====== Dataset excerpts ======
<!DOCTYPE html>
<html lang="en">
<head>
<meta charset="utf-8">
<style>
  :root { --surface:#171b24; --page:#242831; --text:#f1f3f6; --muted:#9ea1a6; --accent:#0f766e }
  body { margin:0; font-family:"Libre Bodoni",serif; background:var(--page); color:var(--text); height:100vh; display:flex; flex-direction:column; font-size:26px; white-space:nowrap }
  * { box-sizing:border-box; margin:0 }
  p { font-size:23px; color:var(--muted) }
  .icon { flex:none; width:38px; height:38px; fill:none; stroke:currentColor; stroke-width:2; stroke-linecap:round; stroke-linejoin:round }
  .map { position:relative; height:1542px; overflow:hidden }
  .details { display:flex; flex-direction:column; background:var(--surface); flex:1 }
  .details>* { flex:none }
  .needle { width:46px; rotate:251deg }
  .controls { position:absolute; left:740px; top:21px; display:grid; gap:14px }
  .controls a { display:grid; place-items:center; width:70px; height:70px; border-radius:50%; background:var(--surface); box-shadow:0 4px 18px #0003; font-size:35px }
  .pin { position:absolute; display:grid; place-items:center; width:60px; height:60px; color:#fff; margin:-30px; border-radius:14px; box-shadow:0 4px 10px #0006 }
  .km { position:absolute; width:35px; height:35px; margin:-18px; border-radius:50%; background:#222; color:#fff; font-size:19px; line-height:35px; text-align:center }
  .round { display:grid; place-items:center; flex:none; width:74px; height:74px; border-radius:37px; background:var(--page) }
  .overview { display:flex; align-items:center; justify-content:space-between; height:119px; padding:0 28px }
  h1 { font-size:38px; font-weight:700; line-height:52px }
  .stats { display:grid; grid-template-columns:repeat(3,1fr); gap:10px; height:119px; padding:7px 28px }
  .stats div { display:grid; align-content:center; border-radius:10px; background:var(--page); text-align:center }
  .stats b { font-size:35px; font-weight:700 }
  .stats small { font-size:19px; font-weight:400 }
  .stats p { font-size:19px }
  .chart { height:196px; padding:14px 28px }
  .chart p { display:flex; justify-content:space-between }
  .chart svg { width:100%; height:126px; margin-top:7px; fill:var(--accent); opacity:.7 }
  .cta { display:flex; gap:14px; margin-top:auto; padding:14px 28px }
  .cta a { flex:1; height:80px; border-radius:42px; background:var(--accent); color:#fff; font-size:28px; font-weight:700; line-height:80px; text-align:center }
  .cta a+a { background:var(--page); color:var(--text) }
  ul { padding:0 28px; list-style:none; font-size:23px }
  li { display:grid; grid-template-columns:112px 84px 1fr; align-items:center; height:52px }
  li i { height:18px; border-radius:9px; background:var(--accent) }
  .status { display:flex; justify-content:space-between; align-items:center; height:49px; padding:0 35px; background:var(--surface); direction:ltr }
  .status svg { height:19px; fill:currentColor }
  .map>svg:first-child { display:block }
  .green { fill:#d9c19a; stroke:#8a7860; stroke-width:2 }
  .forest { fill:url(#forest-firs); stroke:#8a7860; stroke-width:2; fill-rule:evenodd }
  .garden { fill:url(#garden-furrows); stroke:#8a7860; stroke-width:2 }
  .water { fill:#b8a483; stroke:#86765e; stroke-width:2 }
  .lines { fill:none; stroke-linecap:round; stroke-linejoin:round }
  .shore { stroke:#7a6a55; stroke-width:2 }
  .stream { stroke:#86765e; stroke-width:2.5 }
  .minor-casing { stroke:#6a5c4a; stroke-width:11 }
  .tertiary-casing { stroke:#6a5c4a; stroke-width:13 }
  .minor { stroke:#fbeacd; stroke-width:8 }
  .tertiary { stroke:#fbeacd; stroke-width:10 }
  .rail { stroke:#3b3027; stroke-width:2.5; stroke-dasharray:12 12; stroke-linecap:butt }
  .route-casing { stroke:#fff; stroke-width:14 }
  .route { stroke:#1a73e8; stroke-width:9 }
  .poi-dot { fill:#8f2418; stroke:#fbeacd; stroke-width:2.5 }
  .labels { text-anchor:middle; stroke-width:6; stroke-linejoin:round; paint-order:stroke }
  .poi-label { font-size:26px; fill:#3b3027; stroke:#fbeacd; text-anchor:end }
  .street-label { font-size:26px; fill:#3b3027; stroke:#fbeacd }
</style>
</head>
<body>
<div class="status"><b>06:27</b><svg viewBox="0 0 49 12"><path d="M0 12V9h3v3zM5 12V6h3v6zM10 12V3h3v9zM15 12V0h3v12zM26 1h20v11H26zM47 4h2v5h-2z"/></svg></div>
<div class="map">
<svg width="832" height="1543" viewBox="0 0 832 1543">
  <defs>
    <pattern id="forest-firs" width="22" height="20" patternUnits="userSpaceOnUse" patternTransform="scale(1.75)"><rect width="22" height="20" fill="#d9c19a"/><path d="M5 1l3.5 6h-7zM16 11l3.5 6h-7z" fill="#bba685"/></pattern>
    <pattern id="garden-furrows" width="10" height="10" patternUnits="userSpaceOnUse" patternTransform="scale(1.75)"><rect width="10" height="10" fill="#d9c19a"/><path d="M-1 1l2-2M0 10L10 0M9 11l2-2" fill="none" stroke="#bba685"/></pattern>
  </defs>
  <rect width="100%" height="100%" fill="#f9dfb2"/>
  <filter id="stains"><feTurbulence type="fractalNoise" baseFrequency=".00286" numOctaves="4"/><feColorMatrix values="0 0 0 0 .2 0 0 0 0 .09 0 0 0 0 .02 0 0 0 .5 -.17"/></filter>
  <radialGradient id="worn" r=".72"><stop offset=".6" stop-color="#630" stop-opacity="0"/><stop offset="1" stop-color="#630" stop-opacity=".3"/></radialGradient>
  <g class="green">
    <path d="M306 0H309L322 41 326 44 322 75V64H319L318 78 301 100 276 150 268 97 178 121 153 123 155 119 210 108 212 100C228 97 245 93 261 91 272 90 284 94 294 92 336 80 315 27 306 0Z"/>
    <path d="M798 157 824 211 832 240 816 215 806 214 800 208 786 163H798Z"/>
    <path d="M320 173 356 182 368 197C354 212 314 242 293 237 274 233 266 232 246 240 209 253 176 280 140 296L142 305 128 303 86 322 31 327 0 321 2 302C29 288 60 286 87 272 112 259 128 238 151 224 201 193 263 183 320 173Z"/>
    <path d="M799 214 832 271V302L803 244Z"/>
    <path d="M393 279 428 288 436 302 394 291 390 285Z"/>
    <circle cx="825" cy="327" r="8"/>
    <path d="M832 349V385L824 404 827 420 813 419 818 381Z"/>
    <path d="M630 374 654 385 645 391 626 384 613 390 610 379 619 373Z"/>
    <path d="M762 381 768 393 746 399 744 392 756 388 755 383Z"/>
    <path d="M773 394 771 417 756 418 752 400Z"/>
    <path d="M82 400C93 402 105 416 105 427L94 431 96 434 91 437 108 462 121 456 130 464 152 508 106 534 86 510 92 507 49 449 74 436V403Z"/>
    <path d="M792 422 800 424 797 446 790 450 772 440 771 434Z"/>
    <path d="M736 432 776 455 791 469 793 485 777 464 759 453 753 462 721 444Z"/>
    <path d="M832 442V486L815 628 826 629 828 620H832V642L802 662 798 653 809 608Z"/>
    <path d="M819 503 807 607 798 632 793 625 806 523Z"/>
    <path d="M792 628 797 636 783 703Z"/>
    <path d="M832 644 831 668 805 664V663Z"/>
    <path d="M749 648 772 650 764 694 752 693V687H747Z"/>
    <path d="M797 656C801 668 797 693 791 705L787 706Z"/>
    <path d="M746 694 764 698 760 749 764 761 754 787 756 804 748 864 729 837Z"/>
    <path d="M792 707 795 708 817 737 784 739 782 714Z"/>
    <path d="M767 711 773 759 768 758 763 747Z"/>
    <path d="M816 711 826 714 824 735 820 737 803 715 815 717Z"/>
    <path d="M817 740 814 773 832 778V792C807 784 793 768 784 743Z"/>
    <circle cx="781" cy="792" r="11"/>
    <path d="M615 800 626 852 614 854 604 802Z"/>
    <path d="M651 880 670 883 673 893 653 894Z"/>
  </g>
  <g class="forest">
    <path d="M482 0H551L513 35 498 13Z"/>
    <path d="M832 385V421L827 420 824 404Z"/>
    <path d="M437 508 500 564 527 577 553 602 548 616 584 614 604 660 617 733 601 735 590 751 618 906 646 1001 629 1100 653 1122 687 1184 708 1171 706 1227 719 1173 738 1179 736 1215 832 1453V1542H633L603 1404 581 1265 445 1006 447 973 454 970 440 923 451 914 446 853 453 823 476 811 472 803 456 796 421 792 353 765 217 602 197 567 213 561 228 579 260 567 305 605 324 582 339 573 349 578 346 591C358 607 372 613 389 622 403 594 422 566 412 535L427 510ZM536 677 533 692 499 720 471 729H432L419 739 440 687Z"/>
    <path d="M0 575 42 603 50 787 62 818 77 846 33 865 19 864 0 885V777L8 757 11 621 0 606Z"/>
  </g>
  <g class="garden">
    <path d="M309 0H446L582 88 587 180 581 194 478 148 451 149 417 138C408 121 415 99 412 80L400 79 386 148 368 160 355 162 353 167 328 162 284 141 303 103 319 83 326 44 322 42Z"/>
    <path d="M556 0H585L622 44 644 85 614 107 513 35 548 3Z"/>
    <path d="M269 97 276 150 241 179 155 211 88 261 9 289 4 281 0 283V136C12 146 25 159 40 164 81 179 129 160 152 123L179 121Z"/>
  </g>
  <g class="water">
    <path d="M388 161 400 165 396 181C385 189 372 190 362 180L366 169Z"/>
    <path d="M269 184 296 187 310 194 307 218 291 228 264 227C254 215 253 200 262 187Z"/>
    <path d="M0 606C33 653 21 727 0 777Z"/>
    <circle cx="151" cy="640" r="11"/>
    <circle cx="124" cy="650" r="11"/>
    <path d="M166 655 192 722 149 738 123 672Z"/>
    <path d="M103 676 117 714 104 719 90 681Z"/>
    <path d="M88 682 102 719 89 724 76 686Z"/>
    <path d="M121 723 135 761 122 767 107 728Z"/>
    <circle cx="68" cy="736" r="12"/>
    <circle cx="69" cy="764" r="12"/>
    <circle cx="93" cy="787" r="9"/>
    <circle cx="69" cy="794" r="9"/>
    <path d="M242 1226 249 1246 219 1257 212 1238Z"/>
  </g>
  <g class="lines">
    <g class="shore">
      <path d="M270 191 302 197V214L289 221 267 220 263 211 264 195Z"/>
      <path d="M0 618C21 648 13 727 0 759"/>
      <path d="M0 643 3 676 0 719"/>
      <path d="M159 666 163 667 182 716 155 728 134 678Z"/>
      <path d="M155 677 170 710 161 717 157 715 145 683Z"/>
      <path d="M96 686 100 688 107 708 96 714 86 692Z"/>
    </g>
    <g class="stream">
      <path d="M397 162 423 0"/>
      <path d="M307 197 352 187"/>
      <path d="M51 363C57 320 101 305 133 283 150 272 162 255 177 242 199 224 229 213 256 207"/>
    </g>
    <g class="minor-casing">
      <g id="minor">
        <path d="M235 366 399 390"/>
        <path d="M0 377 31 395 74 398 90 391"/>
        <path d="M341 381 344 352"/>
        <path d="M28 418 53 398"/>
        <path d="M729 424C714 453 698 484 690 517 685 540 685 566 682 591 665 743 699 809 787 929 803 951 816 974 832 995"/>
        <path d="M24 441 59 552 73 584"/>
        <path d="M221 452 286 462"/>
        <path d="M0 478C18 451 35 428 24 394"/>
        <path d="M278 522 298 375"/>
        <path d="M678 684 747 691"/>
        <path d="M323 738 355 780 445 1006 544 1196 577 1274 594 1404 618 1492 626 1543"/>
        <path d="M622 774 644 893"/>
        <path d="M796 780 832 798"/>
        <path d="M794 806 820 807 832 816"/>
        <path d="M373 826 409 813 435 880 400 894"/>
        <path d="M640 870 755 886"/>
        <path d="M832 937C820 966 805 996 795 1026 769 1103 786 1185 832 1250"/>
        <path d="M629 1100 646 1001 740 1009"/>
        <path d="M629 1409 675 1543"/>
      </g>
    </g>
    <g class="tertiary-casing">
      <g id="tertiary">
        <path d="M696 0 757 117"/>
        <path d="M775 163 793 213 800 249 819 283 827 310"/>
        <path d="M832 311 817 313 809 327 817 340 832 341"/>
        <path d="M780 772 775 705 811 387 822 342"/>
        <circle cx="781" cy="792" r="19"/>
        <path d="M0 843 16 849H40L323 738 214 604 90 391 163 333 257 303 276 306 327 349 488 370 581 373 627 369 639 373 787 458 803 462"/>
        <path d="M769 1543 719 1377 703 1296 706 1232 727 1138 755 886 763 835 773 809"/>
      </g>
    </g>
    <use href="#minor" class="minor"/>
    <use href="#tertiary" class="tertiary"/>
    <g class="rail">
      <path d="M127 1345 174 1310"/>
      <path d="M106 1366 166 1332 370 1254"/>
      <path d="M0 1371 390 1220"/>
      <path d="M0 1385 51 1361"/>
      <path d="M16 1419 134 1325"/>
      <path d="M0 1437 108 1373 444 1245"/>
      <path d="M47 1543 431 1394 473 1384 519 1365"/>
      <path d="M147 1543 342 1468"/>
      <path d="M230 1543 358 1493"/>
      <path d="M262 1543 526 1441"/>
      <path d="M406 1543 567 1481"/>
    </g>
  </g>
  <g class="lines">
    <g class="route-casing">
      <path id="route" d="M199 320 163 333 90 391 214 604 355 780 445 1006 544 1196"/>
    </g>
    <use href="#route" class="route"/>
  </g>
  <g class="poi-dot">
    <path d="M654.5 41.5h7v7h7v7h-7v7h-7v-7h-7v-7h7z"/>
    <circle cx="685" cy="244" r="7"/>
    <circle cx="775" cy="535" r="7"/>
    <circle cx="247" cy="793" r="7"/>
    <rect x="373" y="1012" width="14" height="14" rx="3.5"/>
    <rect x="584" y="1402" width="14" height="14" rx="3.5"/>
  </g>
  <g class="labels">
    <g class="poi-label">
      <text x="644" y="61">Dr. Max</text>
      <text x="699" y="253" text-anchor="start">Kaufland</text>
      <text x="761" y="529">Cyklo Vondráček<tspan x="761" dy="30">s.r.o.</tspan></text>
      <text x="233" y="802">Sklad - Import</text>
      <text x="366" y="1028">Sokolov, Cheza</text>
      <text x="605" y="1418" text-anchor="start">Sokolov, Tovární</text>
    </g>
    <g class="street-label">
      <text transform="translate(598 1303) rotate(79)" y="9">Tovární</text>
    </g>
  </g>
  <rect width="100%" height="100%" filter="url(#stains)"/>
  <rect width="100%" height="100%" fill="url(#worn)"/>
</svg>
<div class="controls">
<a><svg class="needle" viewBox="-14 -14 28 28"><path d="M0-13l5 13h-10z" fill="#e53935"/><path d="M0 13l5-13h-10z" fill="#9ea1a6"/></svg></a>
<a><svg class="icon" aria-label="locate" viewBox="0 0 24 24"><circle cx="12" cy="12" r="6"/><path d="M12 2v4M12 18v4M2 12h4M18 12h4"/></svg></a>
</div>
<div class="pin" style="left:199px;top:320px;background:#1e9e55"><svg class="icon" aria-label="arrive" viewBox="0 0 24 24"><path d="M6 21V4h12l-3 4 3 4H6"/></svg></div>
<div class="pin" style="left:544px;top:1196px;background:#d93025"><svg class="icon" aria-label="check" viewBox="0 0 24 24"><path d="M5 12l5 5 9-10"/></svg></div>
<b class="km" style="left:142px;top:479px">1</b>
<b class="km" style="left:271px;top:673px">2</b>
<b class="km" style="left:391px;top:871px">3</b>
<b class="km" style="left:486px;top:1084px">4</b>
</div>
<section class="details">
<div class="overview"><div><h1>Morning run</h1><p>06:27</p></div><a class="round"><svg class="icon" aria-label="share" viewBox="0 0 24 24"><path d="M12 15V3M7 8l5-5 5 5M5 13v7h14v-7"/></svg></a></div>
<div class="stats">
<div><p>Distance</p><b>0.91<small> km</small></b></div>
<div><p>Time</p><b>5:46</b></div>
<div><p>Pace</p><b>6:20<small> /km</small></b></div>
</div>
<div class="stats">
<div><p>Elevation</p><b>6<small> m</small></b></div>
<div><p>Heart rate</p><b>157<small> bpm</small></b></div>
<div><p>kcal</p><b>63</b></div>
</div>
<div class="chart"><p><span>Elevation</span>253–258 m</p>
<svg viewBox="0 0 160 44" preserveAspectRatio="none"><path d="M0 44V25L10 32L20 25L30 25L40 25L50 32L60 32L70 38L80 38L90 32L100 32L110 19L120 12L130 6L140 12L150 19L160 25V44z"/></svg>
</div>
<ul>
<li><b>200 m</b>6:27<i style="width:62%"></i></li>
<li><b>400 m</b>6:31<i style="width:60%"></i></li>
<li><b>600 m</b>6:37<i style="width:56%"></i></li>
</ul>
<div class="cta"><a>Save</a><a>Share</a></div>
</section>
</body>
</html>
======
> _Exercise description_:
Reproduce the records above exactly, from the first line through the line containing "flex:none; width:38px; height:38px;", and output nothing else.

> _Output of the exercise_:
<!DOCTYPE html>
<html lang="en">
<head>
<meta charset="utf-8">
<style>
  :root { --surface:#171b24; --page:#242831; --text:#f1f3f6; --muted:#9ea1a6; --accent:#0f766e }
  body { margin:0; font-family:"Libre Bodoni",serif; background:var(--page); color:var(--text); height:100vh; display:flex; flex-direction:column; font-size:26px; white-space:nowrap }
  * { box-sizing:border-box; margin:0 }
  p { font-size:23px; color:var(--muted) }
  .icon { flex:none; width:38px; height:38px; fill:none; stroke:currentColor; stroke-width:2; stroke-linecap:round; stroke-linejoin:round }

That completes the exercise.